### [About this exercise]
A single figure is required: the number of lines in the listing below containing the word "hidden".

### [Supplied data]
*****

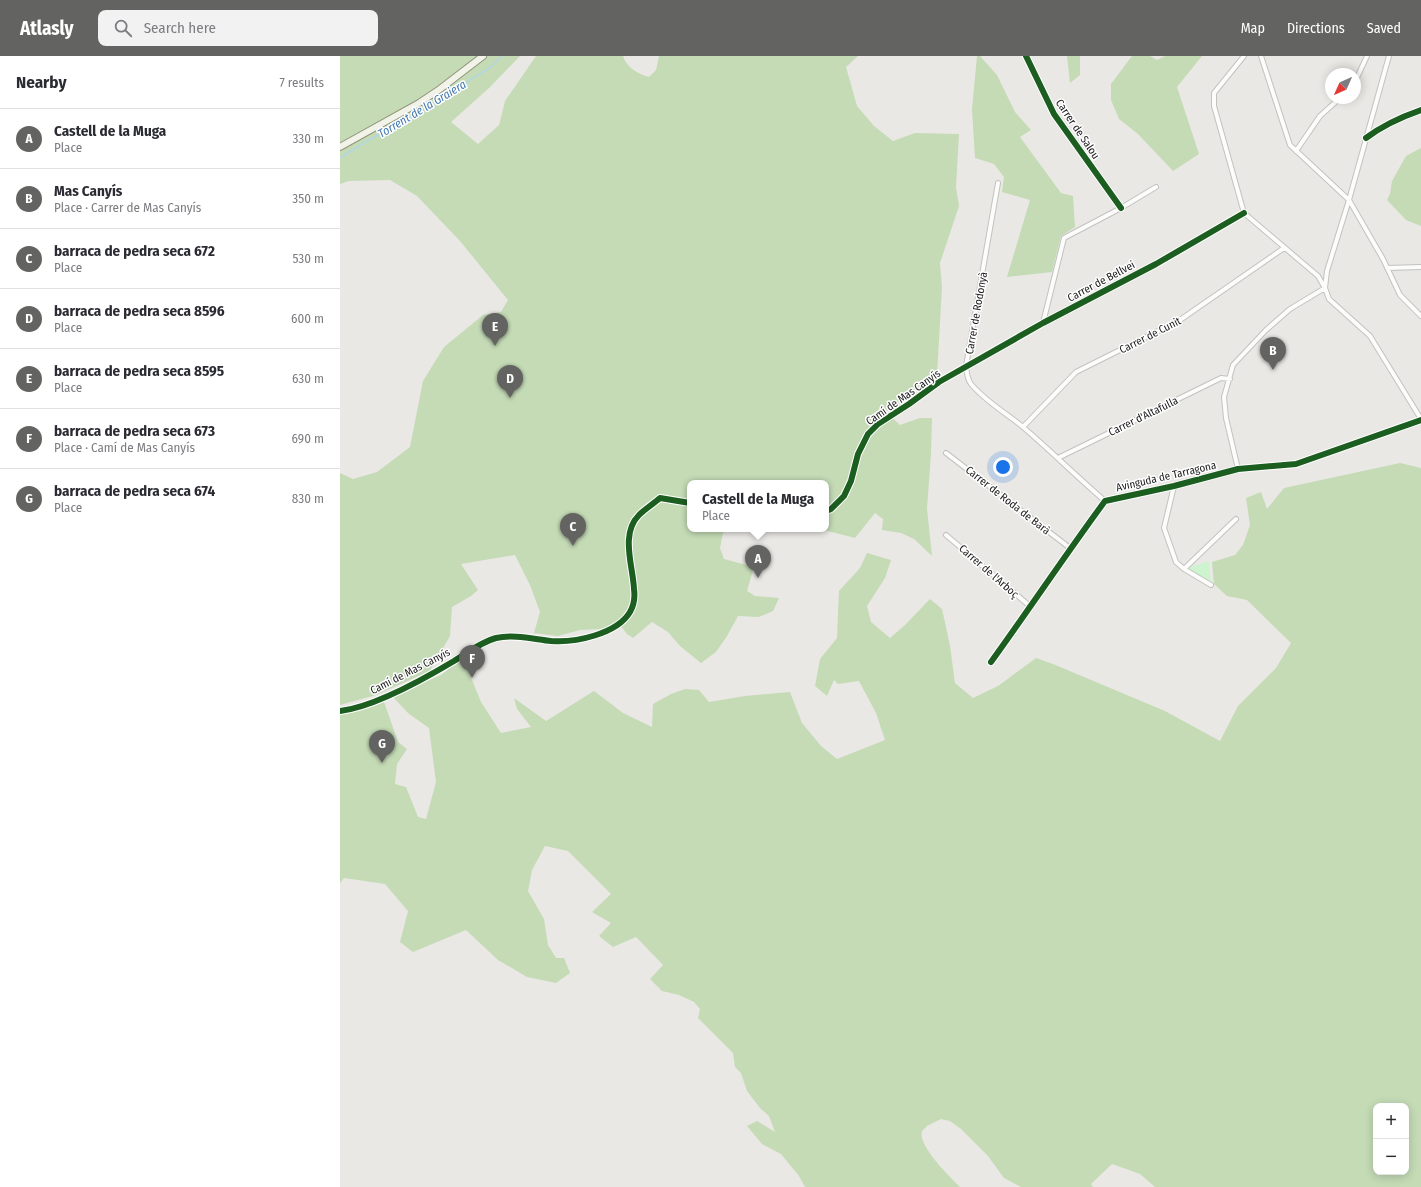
<!DOCTYPE html>
<html lang="en">
<head>
<meta charset="utf-8">
<style>
	:root { --surface:#fff; --page:#f2f2f3; --text:#2b2b33; --muted:#7c7c81; --line:#e1e1e2; --accent:#636361 }
	body { margin:0; font-family:"Fira Sans Condensed",sans-serif; background:var(--page); color:var(--text) }
	.controls { position:absolute; right:12px; bottom:12px; display:grid; overflow:hidden; border-radius:8px; box-shadow:0 2px 10px #0003 }
	.controls button { width:36px; height:36px; display:grid; place-items:center; padding:0; border:0; border-bottom:1px solid var(--line); background:var(--surface); color:var(--text); font:20px sans-serif }
	.compass { position:absolute; left:985px; top:12px; width:36px; height:36px; border-radius:50%; background:var(--surface); box-shadow:0 2px 10px #0003; rotate:225deg }
	.you { position:absolute; left:663px; top:411px; width:14px; height:14px; margin:-10px; border:3px solid #fff; border-radius:50%; background:#1a73e8; box-shadow:0 0 0 6px #1a73e833 }
	.badge { display:grid; place-items:center; width:26px; height:26px; border-radius:50%; background:var(--accent); color:#fff; font-size:13px; font-weight:700 }
	.pin { position:absolute; translate:-50% -33px; filter:drop-shadow(0 1px 2px #0008) }
	.pin::after { content:''; position:absolute; top:21px; width:14px; height:12px; background:inherit; clip-path:polygon(0 0,100% 0,50% 100%) }
	.popup { position:absolute; left:347px; top:424px; width:142px; height:52px; box-sizing:border-box; display:grid; place-content:center; border-radius:8px; background:var(--surface); filter:drop-shadow(0 1px 3px #0005); font-size:13px; white-space:nowrap; color:var(--muted) }
	.popup b { font-size:15px; color:var(--text) }
	.popup::after { content:''; position:absolute; left:50%; top:100%; margin-left:-8px; border:8px solid transparent; border-top-color:var(--surface) }
	.list { margin:0; padding:0; list-style:none }
	h2 { display:flex; justify-content:space-between; align-items:center; height:52px; margin:0; padding:0 16px; font-size:17px }
	h2 small { font-size:13px; font-weight:400; color:var(--muted) }
	.list li { display:grid; grid-template-columns:26px 1fr auto; gap:12px; align-items:center; box-sizing:border-box; height:60px; padding:0 16px; border-top:1px solid var(--line) }
	.list b { display:block; font-size:15px; white-space:nowrap }
	.list p { margin:0; font-size:13px; white-space:nowrap; color:var(--muted) }
	.list em { font-size:13px; font-style:normal; color:var(--muted) }
	.icon { flex:none; width:22px; height:22px; fill:none; stroke:currentColor; stroke-width:2; stroke-linecap:round; stroke-linejoin:round }
	.map { position:relative; flex:none; width:1081px; height:1131px; overflow:hidden }
	header { display:flex; align-items:center; gap:24px; box-sizing:border-box; height:56px; padding:0 20px; background:var(--accent); color:#fff }
	header strong { font-size:19px }
	nav { display:flex; gap:22px; margin-inline-start:auto; font-size:14px }
	.search { width:280px; height:36px; background:var(--page); display:flex; align-items:center; gap:10px; box-sizing:border-box; padding:0 14px; border-radius:8px; color:var(--muted); font-size:15px }
	main { display:flex }
	aside { flex:1; background:var(--surface) }
	.map>svg:first-child { display:block }
</style>
</head>
<body>
<header>
<strong>Atlasly</strong>
<div class="search"><svg class="icon" aria-label="search" viewBox="0 0 24 24"><circle cx="10" cy="10" r="6"/><path d="M15 15l6 6"/></svg>Search here</div>
<nav><a>Map</a><a>Directions</a><a>Saved</a></nav>
</header>
<main>
<aside>
<h2>Nearby<small>7 results</small></h2>
<ul class="list">
<li><span class="badge">A</span><div><b>Castell de la Muga</b><p>Place</p></div><em>330 m</em></li>
<li><span class="badge">B</span><div><b>Mas Canyís</b><p>Place · Carrer de Mas Canyís</p></div><em>350 m</em></li>
<li><span class="badge">C</span><div><b>barraca de pedra seca 672</b><p>Place</p></div><em>530 m</em></li>
<li><span class="badge">D</span><div><b>barraca de pedra seca 8596</b><p>Place</p></div><em>600 m</em></li>
<li><span class="badge">E</span><div><b>barraca de pedra seca 8595</b><p>Place</p></div><em>630 m</em></li>
<li><span class="badge">F</span><div><b>barraca de pedra seca 673</b><p>Place · Camí de Mas Canyís</p></div><em>690 m</em></li>
<li><span class="badge">G</span><div><b>barraca de pedra seca 674</b><p>Place</p></div><em>830 m</em></li>
</ul>
</aside>
<div class="map">
<svg width="1081" height="1131" viewBox="0 0 1081 1131">
	<rect width="100%" height="100%" fill="#eae8e4"/>
	<path fill="#c4dbb6" fill-rule="evenodd" d="M0 0H180L149 32 111 66 138 88 159 69 165 45 196 0H283C286 11 298 18 309 21L316 14 319 0H518L506 11 517 50 534 70 553 85 575 77 619 78 616 131 619 150 600 207 602 231 597 319 546 356 560 369 580 362H592L591 397 587 453 592 500 574 483 561 477 542 474 543 463 535 457 515 482 480 473H486V427H350V473H386L383 477 380 492 384 503 414 511 407 535 415 540 439 542 433 555 419 561 398 560 387 580 376 596 361 607 340 590 328 576 312 566 293 582 287 578 280 569 261 573 240 574 218 580 194 577 200 556 190 529 175 499 121 508 138 534 131 540 112 551 110 580 90 615 36 639 0 649V417L13 423 37 416 70 391 83 325 104 291 143 259 161 256 168 244 120 185 77 140 50 124 9 125 0 128Z
		M637 0H640L657 19 675 56 691 74 680 81 721 137 733 140 735 171 721 180 712 216 667 221 690 144 662 136 664 121 654 108 635 102 632 53Z
		M727 0H740V19L730 27Z
		M792 0H810L817 4 825 0H862L837 31 859 98 833 115 798 78 779 63 771 44V28Z
		M1081 92V170L1066 164 1047 144 1050 138 1052 125 1066 100Z
		M1060 407 1081 412V1131H815L800 1118 772 1108 751 1128 753 1131H681L664 1122 648 1100 621 1073 610 1065 601 1063 587 1070 582 1075C577 1089 610 1121 620 1131H465L459 1120 441 1098 422 1088 407 1070 417 1065 435 1076 429 1060 420 1052 407 1035 401 1017 395 1011 393 997 358 962 360 953 354 946 339 939 322 935 310 923 323 909 296 881 273 891 259 880 271 867 252 856 271 838 228 795 205 790 192 814 188 835 204 863 208 889 216 902H224L230 917 216 927 187 921 158 904 126 874 73 896 60 886 68 855 45 828 4 822 0 827V655L43 643 58 686 67 693 57 708 55 728 66 731 78 761 86 763 96 726 89 672 68 657 52 640 101 619 123 602 141 646 161 677 191 671 177 653 174 642 206 665 254 635 283 657 312 671 313 648 331 638 345 633 359 634 369 646 405 640 450 636 462 667 481 690 497 703 545 684 536 657 519 625 498 628 494 624 487 640 475 630 480 603 497 582 499 535 520 512 527 497 551 504 545 522 527 550 531 566 550 582 565 569 590 543 602 553 610 590 615 627 633 642 658 630 696 602 713 608 825 655 880 685 898 650 936 612 951 587 907 544 887 540 874 528 872 506 895 499 903 489 910 469 906 442 921 436 927 453 944 432ZM1036 1050H1066V1116H1036Z"/>
	<path fill="#cef4cf" d="M869 505 871 528 845 513Z"/>
	<g fill="none" stroke-linecap="round" stroke-linejoin="round">
		<path stroke="#b3d7e0" stroke-width="1.5" d="M0 102 25 86 72 61 152 10 162 0"/>
		<g stroke="#c2c2c0" stroke-width="6">
			<path id="street" d="M686 0 714 58 781 152
				M921 0 950 89 1009 144 1043 203 1060 239 1081 260
				M1049 0 1009 144 987 215 985 232 989 243 1030 280 1081 363
				M1015 26 1027 0
				M1027 82C1043 68 1061 61 1081 54
				M956 95 980 60 1000 42
				M658 127 626 310C627 317 627 323 631 328 645 345 666 357 683 371 711 395 737 421 765 445
				M1047 212 1081 211
				M703 267 724 182 781 152 816 131
				M683 371 736 316 840 264 944 192
				M606 397 730 492
				M718 402 881 322 890 323
				M898 413 886 362 884 341 893 309 926 274 950 253 985 232 978 220 904 157 874 50V37L904 0
				M834 430 824 472 836 506 844 513 896 463
				M486 455 491 453 504 440 511 425 518 398 528 378 538 368 569 348 599 326 703 267 816 208 904 157
				M606 479 691 551
				M844 513 871 529
				M651 606C690 552 726 498 765 445L834 430 898 413 956 408 1081 364
				M0 655C34 651 84 623 114 605 127 597 141 586 156 582 174 578 193 583 211 585 235 587 277 578 290 556 294 549 295 540 294 533 293 510 280 478 299 459 305 453 313 448 320 442L350 447"/>
		</g>
		<g stroke="#93947c" stroke-width="8">
			<path id="secondary" d="M0 91 79 47 100 33 143 0"/>
		</g>
		<use href="#street" stroke="#fcfcfb" stroke-width="4"/>
		<use href="#secondary" stroke="#f2f3e8" stroke-width="6"/>
		<g stroke="#fff" stroke-width="8">
			<path id="cycleway" d="M686 0 714 58 781 152
				M1026 82C1043 69 1061 61 1081 54
				M486 455 491 453 504 440 511 425 518 398 528 378 538 368 569 348 599 326 703 267 816 208 904 157
				M651 606C690 552 726 498 765 445L834 430 898 413 956 408 1081 364
				M0 655C34 651 84 623 114 605 127 597 141 586 156 582 174 578 193 583 211 585 235 587 277 578 290 556 294 549 295 540 294 533 293 510 280 478 299 459 305 453 313 448 320 442L350 447"/>
		</g>
		<use href="#cycleway" stroke="#1b5e20" stroke-width="6"/>
	</g>
	<g text-anchor="middle" stroke-width="3" stroke-linejoin="round" paint-order="stroke">
		<g font-size="11" fill="#1b1b1b" stroke="#fff">
			<text transform="translate(738 73) rotate(56)" y="4">Carrer de Salou</text>
			<text transform="translate(761 225) rotate(-28)" y="4">Carrer de Bellvei</text>
			<text transform="translate(636 257) rotate(-80)" y="4">Carrer de Rodonyà</text>
			<text transform="translate(810 279) rotate(-27)" y="4">Carrer de Cunit</text>
			<text transform="translate(563 341) rotate(-35)" y="4">Camí de Mas Canyís</text>
			<text transform="translate(803 360) rotate(-26)" y="4">Carrer d'Altafulla</text>
			<text transform="translate(826 420) rotate(-13)" y="4">Avinguda de Tarragona</text>
			<text transform="translate(668 444) rotate(38)" y="4">Carrer de Roda de Barà</text>
			<text transform="translate(649 515) rotate(41)" y="4">Carrer de l'Arboç</text>
			<text transform="translate(70 615) rotate(-27)" y="4">Camí de Mas Canyís</text>
		</g>
		<g font-size="12" font-style="italic" fill="#427ab1" stroke="#fff">
			<text transform="translate(82 53) rotate(-31)" y="4">Torrent de la Graiera</text>
		</g>
	</g>
</svg>
<div class="controls">
<button>+</button>
<button>−</button>
</div>
<svg class="compass" viewBox="-18 -18 36 36"><path d="M0-13l5 13h-10z" fill="#e53935"/><path d="M0 13l5-13h-10z" fill="#7c7c81"/></svg>
<div class="you"></div>
<div class="pin badge" style="left:418px;top:522px">A</div>
<div class="popup"><b>Castell de la Muga</b>Place</div>
<div class="pin badge" style="left:933px;top:314px">B</div>
<div class="pin badge" style="left:233px;top:490px">C</div>
<div class="pin badge" style="left:170px;top:342px">D</div>
<div class="pin badge" style="left:155px;top:290px">E</div>
<div class="pin badge" style="left:132px;top:622px">F</div>
<div class="pin badge" style="left:42px;top:707px">G</div>
</div>
</main>
</body>
</html>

*****

### [Task result]
2